Companies that strive for personalization use marketing ETL solutions to gather marketing data in a unified data warehouse. For example, Improvado merges insights form 300+ marketing and sales data sources. With all data in a single storage, it becomes much easier to set up the recommendation pipeline.
Besides, the platform also assists in lead attribution and tracking users’ contacts with product recommendations across all social media, email marketing tools, eCommerce platforms, and more.
Market Research Ingredient: Leveraging Market Research to Make Marketing Decisions
Starbucks, Apple, McDonald's, and Lego leverage market search to inform their marketing campaign strategies. Recently, Lego conducted consumer research into how society genders toys, only to discover its marketing needed to rebuild perceptions of what girls and boys play with.
A thorough examination led them to launch The Ready for Girls Campaign, which demonstrates the benefit of creative play shouldn't be curtailed by outdated stereotypes whereby activities are only suitable for one specific gender. Naturally, this led to an informed marketing decision to rebrand its products with messaging suitable to current consumers.
When Lego discovered over 50% of parents would encourage their sons to build with Lego, but only 48% would encourage their daughters, they harnessed a marketing opportunity, not only to close the gap on gender parity, but also encourage more sales for young, female consumers.
Competitor Analysis Ingredient: Leveraging Competitor Analysis to Make Marketing Decisions
A competitor analysis determines whether a company is a market leader, one of several followers, or new to the marketplace. With this information, a marketing manager has to decide how to compete in their market. This is primarily done by expanding marketing into areas with little competitor presence or targeting new demographics.
Swedish clothing brand H&M’s sales in South Africa, were among the strongest in the world in 2021, despite COVID-19 lockdowns.

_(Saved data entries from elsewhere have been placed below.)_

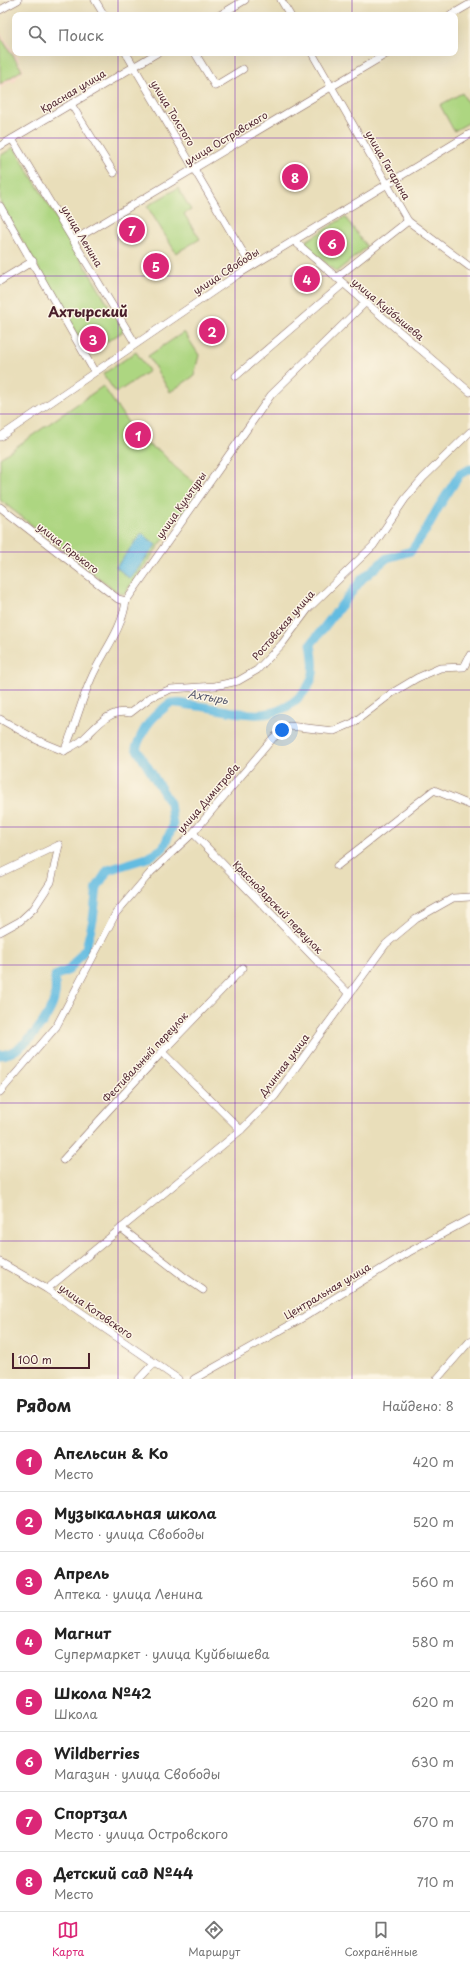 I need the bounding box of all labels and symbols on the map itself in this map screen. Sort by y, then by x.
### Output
street label: Красная улица [37,65,109,116]
street label: улица Толстого [148,77,199,149]
street label: улица Островского [181,107,270,168]
street label: улица Гагарина [362,127,415,203]
pin: 8 [282,162,308,192]
street label: улица Ленина [58,202,107,270]
pin: 7 [119,215,145,245]
pin: 6 [319,228,345,258]
street label: улица Свободы [190,244,262,298]
pin: 5 [143,251,169,281]
pin: 4 [294,264,320,294]
street label: улица Куйбышева [349,274,428,344]
district label: Ахтырский [48,301,128,322]
pin: 2 [199,316,225,346]
pin: 3 [80,324,106,354]
pin: 1 [125,420,151,450]
street label: улица Культуры [152,468,210,542]
street label: улица Горького [34,519,103,577]
street label: Ростовская улица [248,586,318,663]
water label: Ахтырь [187,685,231,709]
your location [272,720,292,740]
street label: улица Димитрова [173,759,243,836]
street label: Краснодарский переулок [229,857,327,957]
street label: Фестивальный переулок [98,1008,192,1106]
street label: Длинная улица [254,1029,313,1100]
street label: Центральная улица [281,1258,373,1322]
street label: улица Котовского [56,1279,137,1342]
scale bar [12,1351,90,1370] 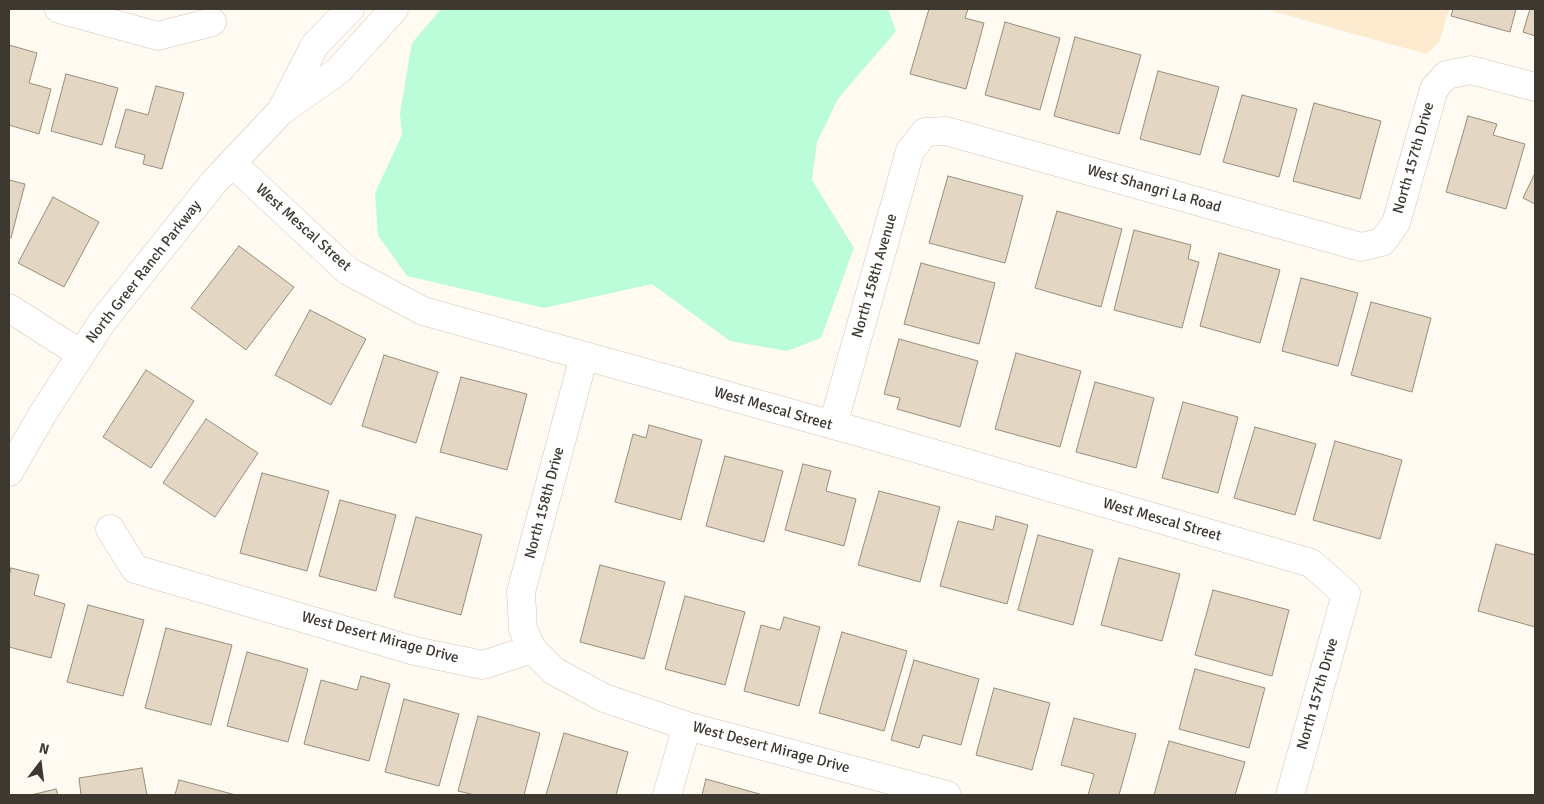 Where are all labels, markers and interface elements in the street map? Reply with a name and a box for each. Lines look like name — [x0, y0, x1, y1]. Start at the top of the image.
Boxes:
street label: North 157th Drive — [1389, 100, 1439, 216]
street label: West Shangri La Road — [1085, 161, 1223, 217]
street label: West Mescal Street — [251, 180, 355, 276]
street label: North Greer Ranch Parkway — [83, 197, 205, 347]
street label: North 158th Avenue — [849, 212, 901, 340]
street label: West Mescal Street — [712, 383, 834, 435]
street label: North 158th Drive — [521, 445, 569, 561]
street label: West Mescal Street — [1101, 494, 1223, 546]
street label: West Desert Mirage Drive — [299, 608, 461, 668]
street label: North 157th Drive — [1293, 636, 1343, 752]
street label: West Desert Mirage Drive — [690, 718, 852, 778]
north arrow — [15, 739, 65, 789]
text: N — [37, 740, 51, 759] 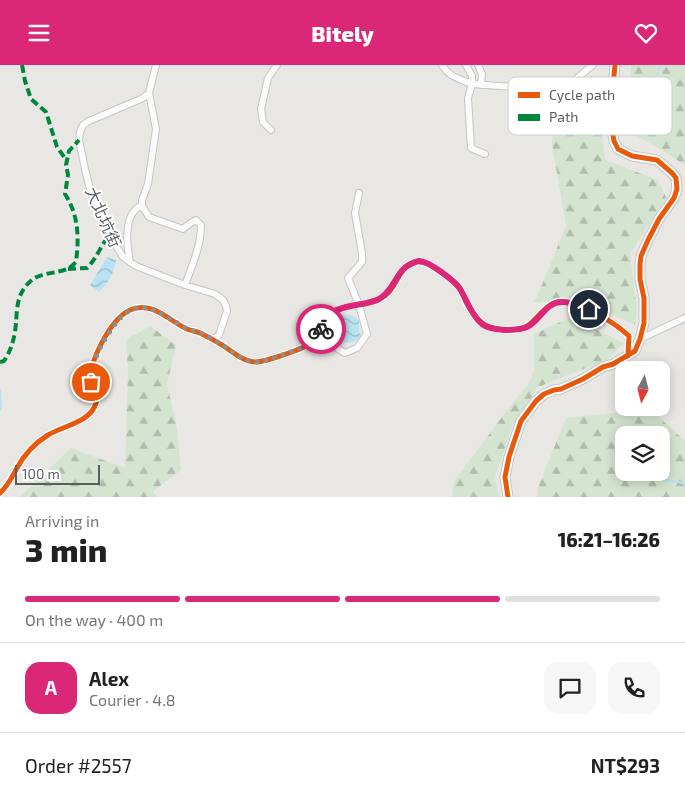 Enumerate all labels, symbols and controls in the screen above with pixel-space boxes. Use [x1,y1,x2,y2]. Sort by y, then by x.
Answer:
icon: menu [25,19,53,47]
icon: heart [632,19,660,47]
text: Bitely [311,20,374,46]
legend [508,77,672,135]
text: Cycle path [549,86,615,103]
text: Path [549,108,578,125]
street label: 大北坑街 [82,184,126,250]
pin [568,288,610,330]
icon: home [575,295,603,323]
courier [296,304,346,354]
icon: bike [307,315,335,343]
pin [70,361,112,403]
north arrow [615,361,670,416]
map controls [615,361,670,481]
icon: bag [77,368,105,396]
button: layers [615,426,670,481]
scale bar [15,462,100,485]
text: 100 m [22,465,60,482]
text: Arriving in [25,511,99,530]
text: 16:21–16:26 [558,528,660,551]
text: 3 min [25,530,107,568]
text: On the way · 400 m [25,610,163,629]
button: chat [544,662,596,714]
button: phone [608,662,660,714]
text: Alex [89,667,129,690]
text: A [45,676,57,699]
text: Courier · 4.8 [89,690,176,709]
text: Order #2557 [25,754,131,777]
text: NT$293 [591,754,660,777] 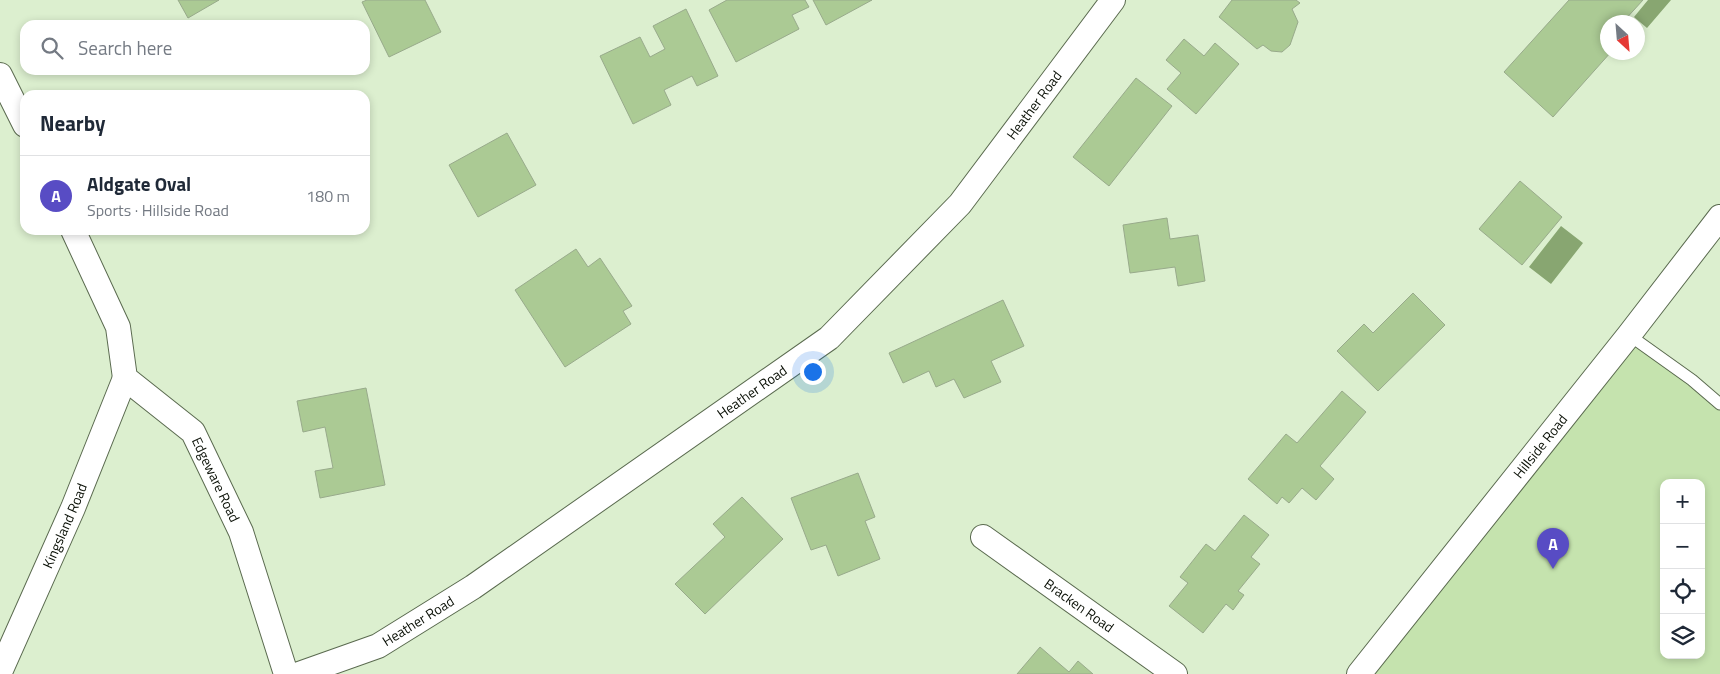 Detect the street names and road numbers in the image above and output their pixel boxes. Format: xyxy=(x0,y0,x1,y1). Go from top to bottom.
street label: Heather Road xyxy=(1001,66,1067,144)
street label: Heather Road xyxy=(712,360,791,423)
street label: Hillside Road xyxy=(1508,410,1572,483)
street label: Edgeware Road xyxy=(187,433,246,525)
street label: Kingsland Road xyxy=(37,480,92,571)
street label: Bracken Road xyxy=(1040,573,1118,637)
street label: Heather Road xyxy=(378,590,458,651) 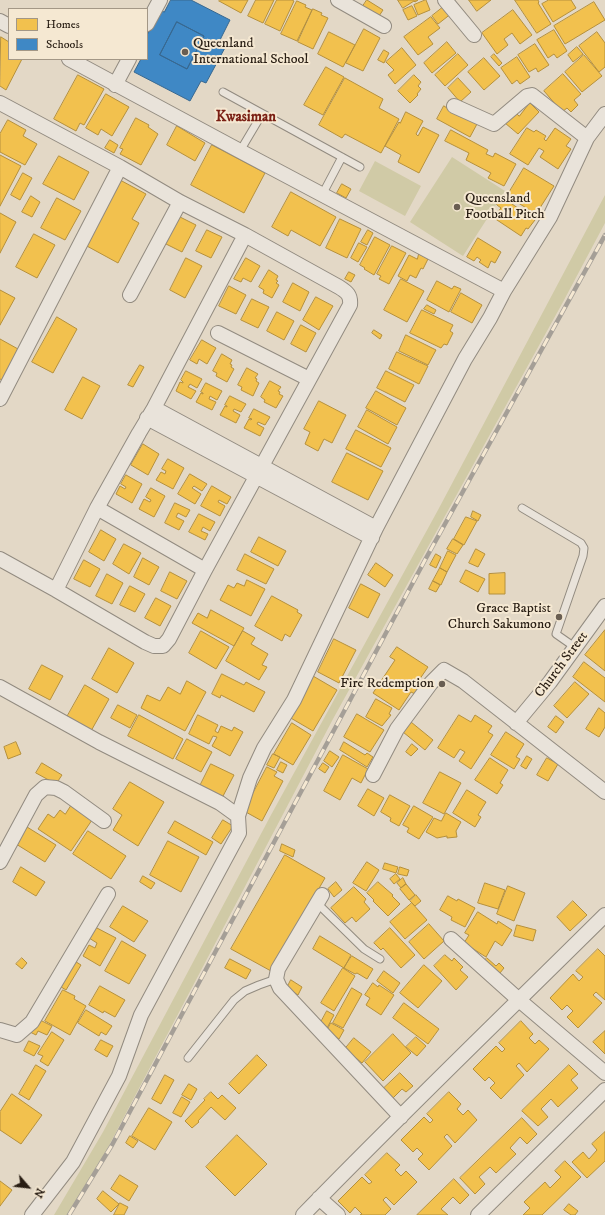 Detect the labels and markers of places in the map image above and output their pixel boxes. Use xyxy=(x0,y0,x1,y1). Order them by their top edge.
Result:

Since launching in the country in 2015, it has established 27 stores, with turnover fast approaching sales figures of almost R1.6 billion, comparable to countries like Portugal and Malaysia.
A competitor analysis would have revealed how even though South Africa has its own fast-fashion outlets, there is a growing middle class with buying power, who are eager to purchase European fashion. H&M currently provides marginally better quality than local brands like Mr Price that appeal to a lower LSM. It also offers a greater variety of more affordable fashion than Zara, which is considered a “luxury” fast fashion in African markets. Hence, it has found success in a retail middleground that marries price with global trends.
The principal source of competitive advantage is lower production costs and a differentiated product offering. Most organizations adopt the latter by developing a marketing strategy that includes promoting them as a thought leader, market challenger, or market flanking. They displace competitors in peripheral markets by capturing underserved audience segments.
Digital marketing is an agile practice, ever-shifting and optimizing with the launch of new technology and changes in consumer behavior. It's never a static process, which is important to take cognizance of if a business wants to leverage the full power of data to make important decisions impacting business growth.
Research conducted by Mckinsey found organizations that use data to make marketing decisions are 23 times more likely to acquire customers, six times more likely to retain them, and 19 times more likely to be profitable. This scientific approach seizes opportunities for granular growth and achieves significantly greater resilience and ROI.